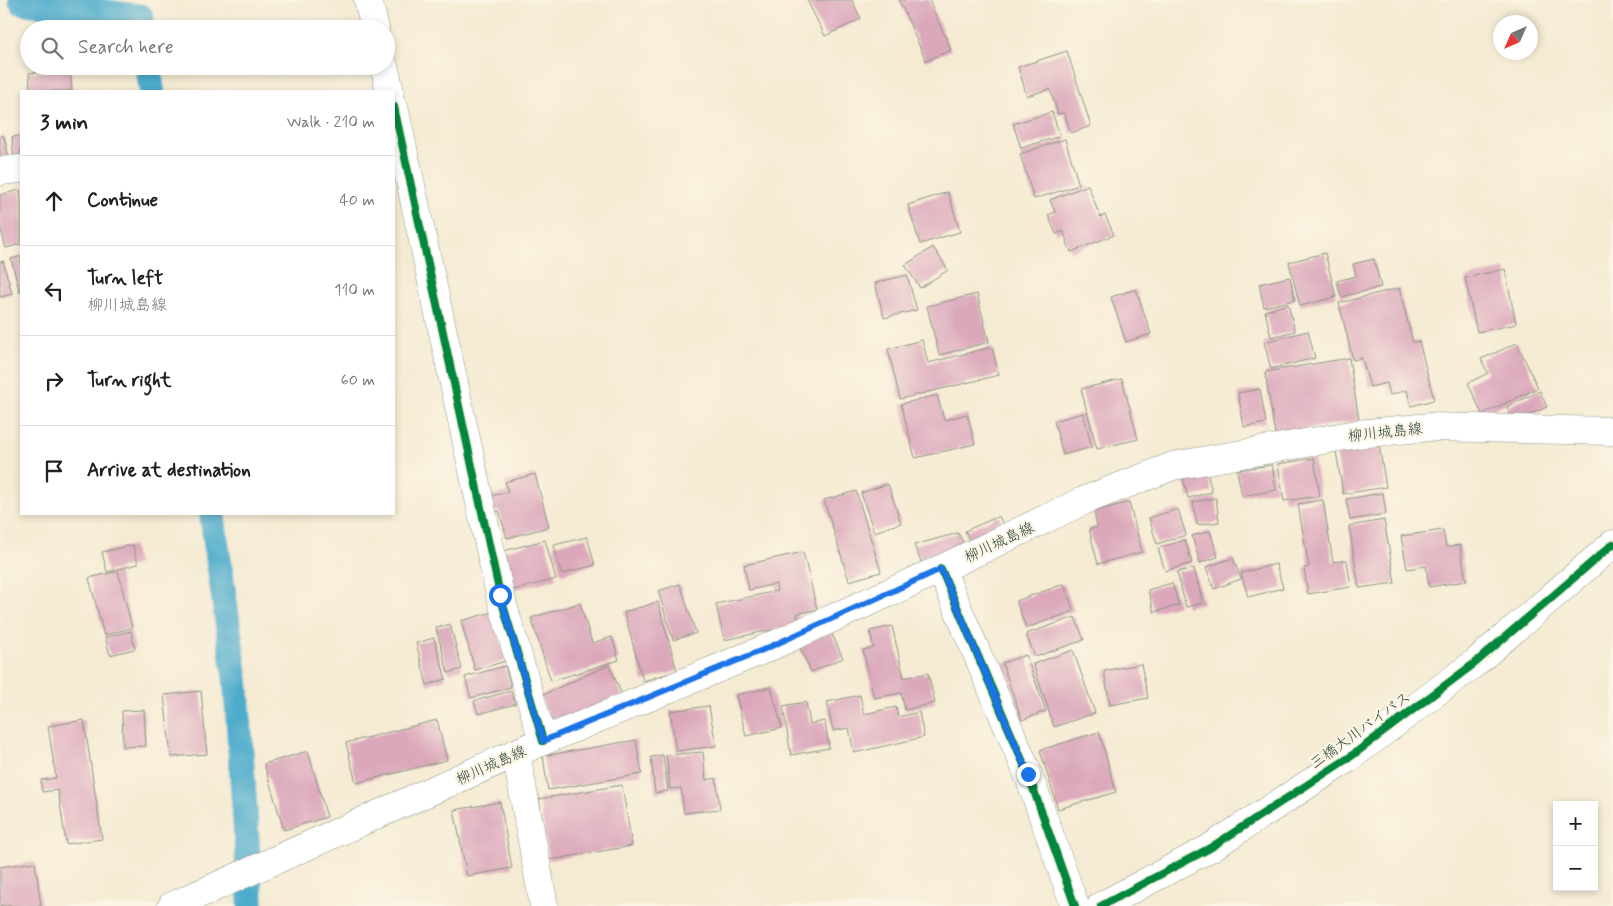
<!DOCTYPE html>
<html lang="en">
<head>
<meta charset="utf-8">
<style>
	body { margin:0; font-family:Mynerve,"Klee One",sans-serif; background:#f6f6f6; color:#202124 }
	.controls { position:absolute; right:15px; bottom:15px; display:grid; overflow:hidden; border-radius:0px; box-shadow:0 2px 8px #0003 }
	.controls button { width:45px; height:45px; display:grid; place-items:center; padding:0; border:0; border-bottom:1px solid #e0e0e0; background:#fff; color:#202124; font:25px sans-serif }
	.compass { position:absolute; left:1493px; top:15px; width:45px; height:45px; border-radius:50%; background:#fff; box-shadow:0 2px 8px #0003; rotate:225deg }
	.stop { position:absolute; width:15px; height:15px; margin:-11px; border:4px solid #1a73e8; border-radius:50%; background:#fff }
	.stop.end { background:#1a73e8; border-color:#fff; box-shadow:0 1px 5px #0008 }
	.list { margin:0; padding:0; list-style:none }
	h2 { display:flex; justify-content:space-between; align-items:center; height:65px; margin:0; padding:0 20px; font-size:21px }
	h2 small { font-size:16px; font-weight:400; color:#757577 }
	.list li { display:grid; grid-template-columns:32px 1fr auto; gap:15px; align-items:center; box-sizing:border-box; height:90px; padding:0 20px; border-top:1px solid #e0e0e0 }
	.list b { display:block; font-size:19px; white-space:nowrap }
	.list p { margin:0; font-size:16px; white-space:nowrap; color:#757577 }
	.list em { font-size:16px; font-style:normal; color:#757577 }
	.icon { flex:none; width:28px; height:28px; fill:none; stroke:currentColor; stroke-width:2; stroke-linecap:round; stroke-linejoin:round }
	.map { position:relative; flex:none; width:1613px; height:906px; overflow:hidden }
	.search { position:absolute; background:#fff; box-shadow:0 2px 8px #0003; left:20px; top:20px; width:375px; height:55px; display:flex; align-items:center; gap:12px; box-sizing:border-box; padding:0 18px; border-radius:28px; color:#757577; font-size:19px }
	.panel { position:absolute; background:#fff; box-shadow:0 2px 8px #0003; left:20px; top:90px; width:375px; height:425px; border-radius:0px }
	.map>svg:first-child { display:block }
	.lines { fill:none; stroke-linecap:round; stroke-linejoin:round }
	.canal { stroke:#4eaccc; stroke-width:26 }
	.building { fill:#dba8bb }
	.minor-casing { stroke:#8a9484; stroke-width:29 }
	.major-casing { stroke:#8a9484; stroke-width:29 }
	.highway-casing { stroke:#8a9484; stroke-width:29 }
	.minor { stroke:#fff; stroke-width:28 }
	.major { stroke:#fff; stroke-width:28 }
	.highway { stroke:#fff; stroke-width:28 }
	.cycleway-casing { stroke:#fcf5e5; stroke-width:11 }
	.cycleway { stroke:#00873e; stroke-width:8 }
	.route { stroke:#1a73e8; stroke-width:6 }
	.labels { text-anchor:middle; stroke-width:4.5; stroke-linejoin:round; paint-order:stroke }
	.street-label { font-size:15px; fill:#1f3d34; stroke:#fcf5e5 }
</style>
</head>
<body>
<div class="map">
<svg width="1613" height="906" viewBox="0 0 1613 906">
	<rect width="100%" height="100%" fill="#fcf5e5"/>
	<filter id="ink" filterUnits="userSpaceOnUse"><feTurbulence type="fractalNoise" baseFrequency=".02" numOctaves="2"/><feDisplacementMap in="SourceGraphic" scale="10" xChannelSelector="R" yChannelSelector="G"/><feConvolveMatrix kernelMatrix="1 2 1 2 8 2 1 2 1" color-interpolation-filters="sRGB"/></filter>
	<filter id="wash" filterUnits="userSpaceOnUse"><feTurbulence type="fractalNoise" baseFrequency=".0096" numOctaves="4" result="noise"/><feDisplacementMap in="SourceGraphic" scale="20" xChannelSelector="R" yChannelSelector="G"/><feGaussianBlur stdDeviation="1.12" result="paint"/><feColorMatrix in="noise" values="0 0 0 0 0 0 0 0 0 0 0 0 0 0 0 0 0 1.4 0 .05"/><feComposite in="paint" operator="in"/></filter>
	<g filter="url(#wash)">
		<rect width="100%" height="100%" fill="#f5ebd3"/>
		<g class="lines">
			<path class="canal" d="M21 0 22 2 141 17 143 29
				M148 66 152 91
				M212 514 236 682 251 906"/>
		</g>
		<g id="blocks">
			<path class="building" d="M807 0H852L861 19 825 36Z
				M899 0H929L951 50 926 61Z
				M1067 51 1091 126 1071 133 1064 113 1058 114 1050 89 1027 96 1018 67Z
				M70 69 72 91H30L29 73Z
				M1052 112 1060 136 1021 148 1013 124Z
				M0 136H4L9 159 0 161Z
				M21 136V159L14 160 12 137Z
				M1065 139 1079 185 1034 199 1020 154Z
				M1088 185 1100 217 1105 215 1114 235 1071 252 1063 231 1056 234 1048 215 1055 212 1050 200Z
				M20 190 21 197V244L6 248 0 226V195Z
				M948 192 960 232 920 244 908 205Z
				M933 247 948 270 920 288 905 265Z
				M1325 253 1336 297 1300 306 1289 262Z
				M21 256V292L20 293 11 259Z
				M1374 259 1381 287 1341 297 1337 281 1356 276 1353 264Z
				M3 261 12 294 0 297V262Z
				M1505 269 1516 324 1477 332 1465 278Z
				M907 275 917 310 884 318 875 283Z
				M1290 277 1295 300 1264 307 1259 284Z
				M1399 288 1413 342 1419 341 1434 400 1411 406 1407 390 1390 395 1387 383 1370 387 1362 358 1353 360 1339 303Z
				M1136 289 1151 334 1126 342 1111 297Z
				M977 294 989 342 939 355 927 306Z
				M1288 304 1295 331 1271 337 1265 311Z
				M1308 331 1315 358 1271 369 1264 342Z
				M922 340 928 363 992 347 999 375 900 399 888 349Z
				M1517 343 1538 388 1482 414 1468 383 1488 373 1481 359Z
				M1349 358 1359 420 1275 434 1265 372Z
				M1122 379 1138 439 1097 449 1081 389Z
				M1260 389 1266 423 1244 427 1238 393Z
				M1540 391 1547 407 1513 422 1507 407Z
				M937 395 944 420 967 414 975 444 915 458 901 404Z
				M1083 413 1092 447 1063 455 1054 421Z
				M1379 445 1386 487 1343 494 1336 451Z
				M1314 458 1320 496 1284 501 1278 464Z
				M1272 465 1276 490 1242 496 1237 470Z
				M1207 472 1212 492 1188 498 1183 478Z
				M535 474 549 527 507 538 499 511 490 513 486 497 508 492 505 482Z
				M888 484 901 523 874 532 861 493Z
				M856 491 881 572 849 581 824 500Z
				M1383 493 1386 514 1350 520 1346 499Z
				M1216 498 1219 522 1197 525 1193 502Z
				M1323 500 1333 562 1347 560 1351 587 1308 594 1304 568 1309 567 1298 504Z
				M1129 502 1142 552 1098 564 1089 529 1097 527 1094 512Z
				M1178 509 1186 535 1157 544 1149 518Z
				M999 516 1006 530 972 545 965 531Z
				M1384 520 1395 583 1359 588 1349 526Z
				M1443 530 1446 547 1460 545 1466 581 1429 587 1426 566 1407 569 1401 536Z
				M1210 531 1218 557 1200 563 1192 536Z
				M958 533 965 546 923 566 914 545Z
				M587 537 595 565 561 574 554 545Z
				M545 540 556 579 510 591 500 552Z
				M1185 540 1192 563 1165 571 1158 548Z
				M133 545 138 564 107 572 102 552Z
				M803 552 817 609 797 614 799 624 724 640 716 604 777 591 776 584 749 590 744 565Z
				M1233 558 1241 579 1214 589 1206 567Z
				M1276 564 1283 588 1248 597 1241 573Z
				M1194 568 1203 603 1186 607 1177 572Z
				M118 571 132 628 104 635 89 578Z
				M1172 583 1179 605 1154 612 1148 590Z
				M680 584 696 633 673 640 658 591Z
				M1064 584 1074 611 1026 628 1016 601Z
				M658 602 677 671 643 681 624 612Z
				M580 603 592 643 612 637 619 660 551 681 531 618Z
				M492 612 506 661 475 670 461 621Z
				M1075 617 1084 640 1035 657 1026 634Z
				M450 624 462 669 448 673 436 628Z
				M892 626 904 678 928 673 935 703 905 710 901 693 874 698 863 650 874 648 870 631Z
				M131 631 135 649 110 655 105 637Z
				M831 632 843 658 811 672 799 646Z
				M434 638 446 679 427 685 416 643Z
				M1073 650 1095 713 1054 727 1033 664Z
				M1026 655 1046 711 1022 720 1002 663Z
				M1141 664 1148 698 1110 705 1104 671Z
				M609 665 624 699 555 730 540 696Z
				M505 666 511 687 471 698 465 677Z
				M771 687 782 728 746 736 736 695Z
				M201 691 207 754 171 757 164 695Z
				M511 691 515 704 478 714 474 701Z
				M860 695 864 714 896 707 898 717 919 712 924 737 854 753 849 728 833 731 827 702Z
				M806 702 810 724 825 721 829 748 791 755 783 706Z
				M709 706 716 746 676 751 670 711Z
				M144 710 146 746 123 747 122 711Z
				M84 720 102 839 66 844 58 790 42 792 41 780 56 778 48 726Z
				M437 720 447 760 356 783 346 743Z
				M1099 732 1116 792 1058 809 1040 750Z
				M636 740 642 774 548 790 543 756Z
				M308 751 327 817 284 830 264 764Z
				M703 752 706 780 716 778 720 809 684 813 681 788 670 789 666 755Z
				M663 755 668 791 655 793 651 757Z
				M622 785 632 846 549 860 539 799Z
				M500 802 512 868 467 876 454 810Z
				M35 862 41 906H0V867Z"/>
		</g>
	</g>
	<g filter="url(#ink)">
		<use href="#blocks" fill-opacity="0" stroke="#8a9484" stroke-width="1"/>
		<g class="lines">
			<g class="minor-casing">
				<path id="minor" d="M368 0 375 29
					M384 66 390 91
					M394 107 500 595 543 741
					M0 171 21 169
					M941 569 1028 774 1075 906
					M516 753 544 906"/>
			</g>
			<g class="major-casing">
				<path id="major" d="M172 906 543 741 765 649 941 569 1083 501 1173 466 1357 434 1430 427 1613 431"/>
			</g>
			<g class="highway-casing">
				<path id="highway" d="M1101 906 1210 848 1350 757 1475 663 1613 544"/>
			</g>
			<use href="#minor" class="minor"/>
			<use href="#major" class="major"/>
			<use href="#highway" class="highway"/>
			<g class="cycleway-casing">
				<path id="cycleway" d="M394 107 500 595 543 741
					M941 569 1028 774 1075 906
					M1101 906 1210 848 1350 757 1475 663 1613 544"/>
			</g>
			<use href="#cycleway" class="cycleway"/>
		</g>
	</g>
	<g class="lines" filter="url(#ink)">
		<path class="route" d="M500 595 543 741 765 649 941 569 1028 774"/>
	</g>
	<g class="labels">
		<g class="street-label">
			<text transform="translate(1385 432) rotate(-6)" y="5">柳川城島線</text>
			<text transform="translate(999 542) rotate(-25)" y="5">柳川城島線</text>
			<text transform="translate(1360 730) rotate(-36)" y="5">三橋大川バイパス</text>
			<text transform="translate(491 765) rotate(-24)" y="5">柳川城島線</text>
		</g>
	</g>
</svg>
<div class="controls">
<button>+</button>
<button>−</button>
</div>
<svg class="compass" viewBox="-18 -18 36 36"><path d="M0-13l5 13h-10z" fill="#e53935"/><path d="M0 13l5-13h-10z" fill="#757577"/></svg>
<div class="stop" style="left:500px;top:595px"></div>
<div class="stop end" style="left:1028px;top:774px"></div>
<div class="search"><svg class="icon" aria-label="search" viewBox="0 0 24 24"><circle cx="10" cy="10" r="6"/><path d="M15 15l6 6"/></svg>Search here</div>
<section class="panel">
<h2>3 min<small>Walk · 210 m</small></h2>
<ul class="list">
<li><svg class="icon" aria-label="ahead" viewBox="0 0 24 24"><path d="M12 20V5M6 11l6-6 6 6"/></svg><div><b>Continue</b></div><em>40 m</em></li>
<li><svg class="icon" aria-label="left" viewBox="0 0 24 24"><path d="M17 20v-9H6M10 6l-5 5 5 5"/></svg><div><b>Turn left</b><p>柳川城島線</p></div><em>110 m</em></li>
<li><svg class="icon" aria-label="right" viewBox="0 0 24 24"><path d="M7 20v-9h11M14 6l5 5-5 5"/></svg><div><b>Turn right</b></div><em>60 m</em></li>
<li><svg class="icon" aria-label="arrive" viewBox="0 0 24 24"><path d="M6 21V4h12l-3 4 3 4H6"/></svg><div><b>Arrive at destination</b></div></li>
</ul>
</section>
</div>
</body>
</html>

——————————

▶ [Instructions to follow] Find the string "white" in the entries above and return each line that holds it.

▶ [Your solution]
	.list b { display:block; font-size:19px; white-space:nowrap }
	.list p { margin:0; font-size:16px; white-space:nowrap; color:#757577 }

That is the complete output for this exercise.